▸ WORK TO BE COMPLETED
Exclude all pictures, then write out exactly the lines below from the first one through the line with "position:absolute; left:16px; top:16px;".

------------------------------------------------------------------------

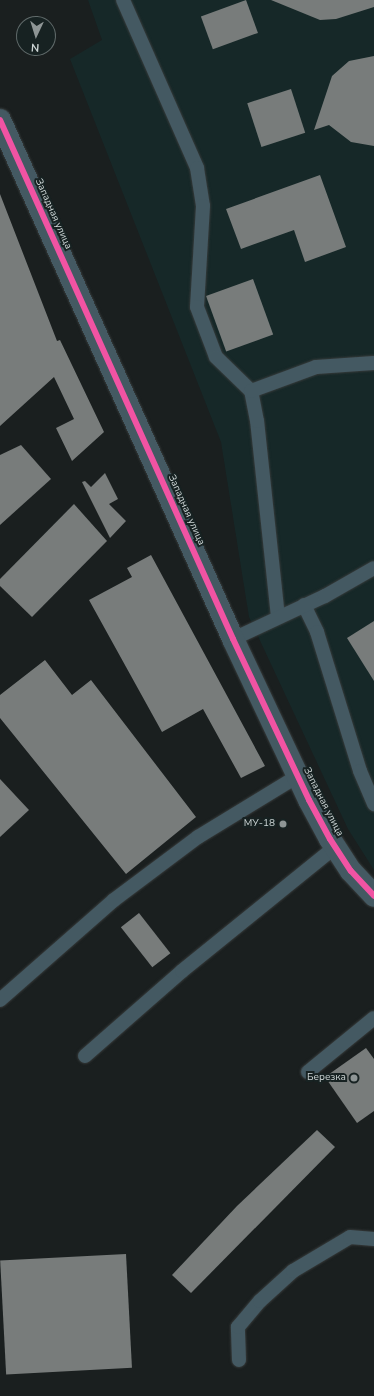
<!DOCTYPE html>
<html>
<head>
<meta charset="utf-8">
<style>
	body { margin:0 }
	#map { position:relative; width:374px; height:1396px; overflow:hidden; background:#1a1f1f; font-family:"Nunito Sans",sans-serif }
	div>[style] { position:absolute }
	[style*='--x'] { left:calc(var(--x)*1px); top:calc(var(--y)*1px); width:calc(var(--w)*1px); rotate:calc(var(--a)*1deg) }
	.built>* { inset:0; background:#162828 }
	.building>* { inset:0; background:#787c7b; transform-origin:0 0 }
	.roads { filter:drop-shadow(0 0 1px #373b3b) drop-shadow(0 0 1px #373b3b) }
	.service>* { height:14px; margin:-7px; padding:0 7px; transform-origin:7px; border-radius:7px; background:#445962 }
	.tertiary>* { height:22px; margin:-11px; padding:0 11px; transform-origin:11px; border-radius:11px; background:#445962 }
	.cycleway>* { height:6px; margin:-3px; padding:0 3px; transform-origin:3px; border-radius:3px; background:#f153a3 }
	.dots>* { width:11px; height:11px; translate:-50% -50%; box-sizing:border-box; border:2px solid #172222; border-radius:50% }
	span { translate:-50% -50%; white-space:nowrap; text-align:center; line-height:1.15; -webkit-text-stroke:4px #172222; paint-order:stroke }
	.street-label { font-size:10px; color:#cdd5d5 }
	.poi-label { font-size:10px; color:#cdd5d5 }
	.right { translate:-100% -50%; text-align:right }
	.north { position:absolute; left:16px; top:16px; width:40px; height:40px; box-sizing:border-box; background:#172222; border:1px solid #606a6a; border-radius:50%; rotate:184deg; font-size:11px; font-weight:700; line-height:16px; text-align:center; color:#cdd5d5 }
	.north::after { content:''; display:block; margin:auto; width:14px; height:18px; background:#8e9595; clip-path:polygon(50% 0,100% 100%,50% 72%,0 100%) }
</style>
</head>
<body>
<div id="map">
	<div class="built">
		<div style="clip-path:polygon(88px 0,374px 0,374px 870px,348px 829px,249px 617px,221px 442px,70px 59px,102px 40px)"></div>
	</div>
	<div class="building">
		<div style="left:246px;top:0;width:35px;height:48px;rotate:70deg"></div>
		<div style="clip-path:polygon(271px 0,374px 0,374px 7px,336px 19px,320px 20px)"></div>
		<div style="clip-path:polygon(374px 56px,374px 146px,351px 142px,329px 125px,314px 130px,332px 76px,349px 61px)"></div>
		<div style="left:291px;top:89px;width:46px;height:46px;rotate:72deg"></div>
		<div style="clip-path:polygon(320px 175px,346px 247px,305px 262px,294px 230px,241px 249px,226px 209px)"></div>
		<div style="clip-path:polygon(0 194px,57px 341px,60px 340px,104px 432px,72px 461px,56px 428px,74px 419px,54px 377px,0 426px)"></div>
		<div style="left:253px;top:279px;width:59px;height:50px;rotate:70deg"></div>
		<div style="clip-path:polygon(21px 445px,51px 479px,0 525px,0 455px)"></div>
		<div style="clip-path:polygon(105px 473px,118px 499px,109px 504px,126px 521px,110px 538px,82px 482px,85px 481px,91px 487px)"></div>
		<div style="clip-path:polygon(74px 504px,107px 541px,32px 617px,0 586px,0 579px)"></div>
		<div style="clip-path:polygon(151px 555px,265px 766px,241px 778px,203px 709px,162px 732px,89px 600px,132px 577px,127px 568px)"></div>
		<div style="clip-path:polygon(374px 621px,374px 681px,347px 638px)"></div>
		<div style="clip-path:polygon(45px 660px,72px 695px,91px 680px,196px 817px,126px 874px,0 718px,0 695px)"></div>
		<div style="clip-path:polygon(0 779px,29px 810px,0 837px)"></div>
		<div style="left:139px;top:913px;width:51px;height:23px;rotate:52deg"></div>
		<div style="clip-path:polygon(366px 1048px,374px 1059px,374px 1111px,357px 1123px,325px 1077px)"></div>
		<div style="clip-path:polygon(317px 1130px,335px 1147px,191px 1293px,172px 1275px,237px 1206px)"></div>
		<div style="left:126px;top:1254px;width:114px;height:126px;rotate:87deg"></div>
	</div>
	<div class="roads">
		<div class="service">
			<div style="--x:123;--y:0;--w:184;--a:66.2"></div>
			<div style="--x:197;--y:168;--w:38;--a:81"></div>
			<div style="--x:203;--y:206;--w:101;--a:93.4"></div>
			<div style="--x:197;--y:307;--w:53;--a:69.2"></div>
			<div style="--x:216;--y:357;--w:49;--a:44.2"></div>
			<div style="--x:304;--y:605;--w:30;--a:64"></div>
			<div style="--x:317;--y:632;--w:145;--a:72.8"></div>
			<div style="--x:360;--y:771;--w:36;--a:67"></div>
			<div style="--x:278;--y:617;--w:197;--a:-96.1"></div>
			<div style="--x:257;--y:421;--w:31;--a:-101"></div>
			<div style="--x:251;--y:391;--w:69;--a:-20.3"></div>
			<div style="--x:316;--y:367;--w:58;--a:-3.9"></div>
			<div style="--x:233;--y:639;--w:102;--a:-25.1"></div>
			<div style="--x:325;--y:596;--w:56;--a:-29.7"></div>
			<div style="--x:0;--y:1000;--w:152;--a:-41.3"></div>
			<div style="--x:114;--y:900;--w:105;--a:-36.9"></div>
			<div style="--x:198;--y:837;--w:117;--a:-31.4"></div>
			<div style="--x:85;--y:1056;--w:129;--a:-41.2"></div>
			<div style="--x:182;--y:971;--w:197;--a:-39"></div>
			<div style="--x:308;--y:1072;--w:85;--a:-39.3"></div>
			<div style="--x:239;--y:1360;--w:33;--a:-92"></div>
			<div style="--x:238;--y:1327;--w:34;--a:-50"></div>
			<div style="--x:260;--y:1301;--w:45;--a:-42.3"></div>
			<div style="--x:293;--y:1271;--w:66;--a:-30.8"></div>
			<div style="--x:350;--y:1237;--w:24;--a:5"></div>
		</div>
		<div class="tertiary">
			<div style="--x:0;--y:120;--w:569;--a:65.82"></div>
			<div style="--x:233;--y:639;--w:178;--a:64.7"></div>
			<div style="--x:309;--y:800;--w:44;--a:61.7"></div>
			<div style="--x:330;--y:839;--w:38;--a:57"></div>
			<div style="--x:351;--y:871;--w:34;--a:47"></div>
		</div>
	</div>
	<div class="cycleway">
		<div style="--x:0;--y:120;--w:569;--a:65.82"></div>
		<div style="--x:233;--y:639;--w:178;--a:64.7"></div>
		<div style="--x:309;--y:800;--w:44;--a:61.7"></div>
		<div style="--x:330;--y:839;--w:38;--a:57"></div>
		<div style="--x:351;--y:871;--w:34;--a:47"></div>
	</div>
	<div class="dots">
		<div style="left:283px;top:824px;background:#8e9595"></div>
		<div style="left:354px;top:1078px;background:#8e9595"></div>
	</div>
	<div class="street-label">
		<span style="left:53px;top:214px;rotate:66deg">Западная улица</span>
		<span style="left:186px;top:510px;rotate:66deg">Западная улица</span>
		<span style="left:323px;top:802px;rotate:63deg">Западная улица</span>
	</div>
	<div class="poi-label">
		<span class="right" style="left:275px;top:824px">МУ-18</span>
		<span class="right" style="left:346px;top:1078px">Березка</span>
	</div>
	<div class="north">N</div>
</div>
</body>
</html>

------------------------------------------------------------------------

▸ ANSWER BELOW
<!DOCTYPE html>
<html>
<head>
<meta charset="utf-8">
<style>
	body { margin:0 }
	#map { position:relative; width:374px; height:1396px; overflow:hidden; background:#1a1f1f; font-family:"Nunito Sans",sans-serif }
	div>[style] { position:absolute }
	[style*='--x'] { left:calc(var(--x)*1px); top:calc(var(--y)*1px); width:calc(var(--w)*1px); rotate:calc(var(--a)*1deg) }
	.built>* { inset:0; background:#162828 }
	.building>* { inset:0; background:#787c7b; transform-origin:0 0 }
	.roads { filter:drop-shadow(0 0 1px #373b3b) drop-shadow(0 0 1px #373b3b) }
	.service>* { height:14px; margin:-7px; padding:0 7px; transform-origin:7px; border-radius:7px; background:#445962 }
	.tertiary>* { height:22px; margin:-11px; padding:0 11px; transform-origin:11px; border-radius:11px; background:#445962 }
	.cycleway>* { height:6px; margin:-3px; padding:0 3px; transform-origin:3px; border-radius:3px; background:#f153a3 }
	.dots>* { width:11px; height:11px; translate:-50% -50%; box-sizing:border-box; border:2px solid #172222; border-radius:50% }
	span { translate:-50% -50%; white-space:nowrap; text-align:center; line-height:1.15; -webkit-text-stroke:4px #172222; paint-order:stroke }
	.street-label { font-size:10px; color:#cdd5d5 }
	.poi-label { font-size:10px; color:#cdd5d5 }
	.right { translate:-100% -50%; text-align:right }
	.north { position:absolute; left:16px; top:16px; width:40px; height:40px; box-sizing:border-box; background:#172222; border:1px solid #606a6a; border-radius:50%; rotate:184deg; font-size:11px; font-weight:700; line-height:16px; text-align:center; color:#cdd5d5 }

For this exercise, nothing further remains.